Según fuentes del Ministerio de Trabajo, entre otras medidas, esta norma obligará a que la ampliación del periodo de prueba más allá del límite actual de seis meses esté justificado.
Periodo de prueba sólo por razones justificadas
El objetivo del Gobierno es que el límite de seis meses en la duración del periodo de prueba –ya establecido en el Estatuto de los Trabajadores– sólo pueda ser ampliado por convenio colectivo en los casos en que se justifique de manera razonada, por ejemplo, por ausencia del trabajador a causa de una enfermedad o un permiso o por la naturaleza del empleo (puestos directivos o ejecutivos.
De este modo, la norma persigue ‹causalizar› el periodo de prueba y obliga a dejar constancia en los contratos laborales de su duración y de en qué consiste tal periodo, es decir, qué pruebas ha de pasar el trabajador para considerar que ha superado o no el periodo de prueba.
Los convenios colectivos que establezcan la posibilidad de ampliar el periodo de prueba a más de seis meses tendrán que especificar en qué situaciones podría producirse tal ampliación.
Condiciones laborales claras
Se trata de dos garantías más que introducirá España en su legislación laboral con las que el Ministerio de Trabajo, promotor de esta norma, pretende combatir la precariedad que rodea al periodo de prueba, muchas veces alargado para enmascarar un contrato temporal. Estas obligaciones servirían además de palanca en reclamaciones individuales del trabajador contra la empresa.
La norma endurece también las obligaciones de información de las empresas en los contratos de trabajo y el derecho individual de los trabajadores a que sus condiciones laborales esté recogida de manera clara y previsible en sus contratos.

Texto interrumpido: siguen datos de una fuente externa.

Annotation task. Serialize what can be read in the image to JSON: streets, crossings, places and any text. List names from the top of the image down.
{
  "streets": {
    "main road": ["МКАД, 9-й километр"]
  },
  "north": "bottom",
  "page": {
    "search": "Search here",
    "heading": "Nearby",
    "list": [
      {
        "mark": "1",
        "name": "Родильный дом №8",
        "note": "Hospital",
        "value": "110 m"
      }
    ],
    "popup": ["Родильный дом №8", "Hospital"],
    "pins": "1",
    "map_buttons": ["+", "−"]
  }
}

Uso de algoritmos en la gestión de plantilla
En este punto, los trabajadores tendrán derecho a ser informados en sus contratos de las reglas y pautas de funcionamiento de los algoritmos con los que trabaje la empresa cuando éstos se empleen en materia laboral –para despedir, para asignar tareas, para rebajar la jornada, para promocionar, entre otros ejemplos–.
Además, la norma obligará a que la empresa informe por escrito al trabajador de las modificaciones de los elementos esenciales de la relación laboral.
¿De qué se tendrá que informar?
El Real Decreto, que prevé entrar en vigor de manera inmediata, al día siguiente de su publicación en el Boletín Oficial del Estado, mandata a qué los elementos centrales de una relación laboral tengan que estar especificados en el contrato de trabajo.
Así, tendrá que informarse de la identidad de las partes, contenido de la prestación laboral, grupo o categoría profesional, distribución de la jornada, el salario – tanto sueldo base como los complementos la, periodicidad y el método de pago– y el tiempo de cuidado, entre otros elementos.
Cuando no se esté en condiciones de concretar en el contrato determinados aspectos –como por ejemplo el tiempo de trabajo en empleos con horarios irregulares– se tendrá que dar cierta previsibilidad, es decir, una información alternativa como preavisos o jornadas mínimas.